What increases our sense of well-being? Is having our physical needs met sufficient to live the good life? These are questions with a long pedigree, but in the modern world we usually turn to Abraham Maslow and his “hierarchy of needs” for an answer.
Famously shaped like a pyramid, the “hierarchy” lays out the needs an individual has and displays the way they build on one another. At the bottom of that pyramid are the physiological needs, e.g. food and shelter. As one goes higher up the pyramid the needs become more psychological and focused on personal development, eventually reaching “self-actualization.”
Although this theory has become foundational in psychology, critics have long claimed that there is very little data to back up Maslow’s hierarchy.

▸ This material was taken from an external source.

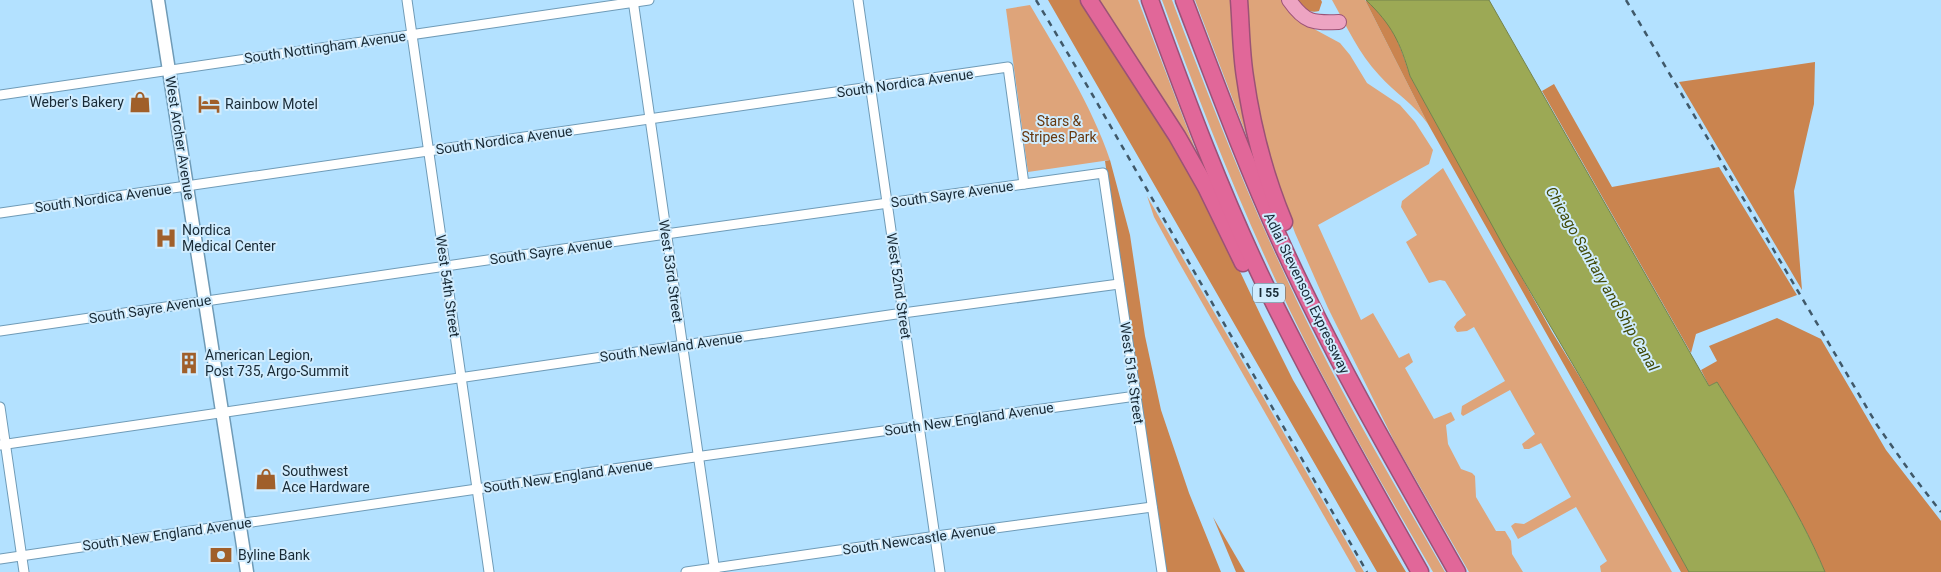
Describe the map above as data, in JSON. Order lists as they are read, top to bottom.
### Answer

In fact, in 2010 a group of evolutionary psychologists published a new version of the Hierarchy of Needs that didn’t even include “self-actualization.” It was replaced with things like “mate acquisition” and – at the top of the pyramid – “parenting.” (Apparently those of us who don’t want children have nothing to live for.)
Well there’s new data – and it strongly suggests that not only should self-actualization be put back on the top of the pyramid, purely psychological needs should be given even greater emphasis than Maslow originally suggested.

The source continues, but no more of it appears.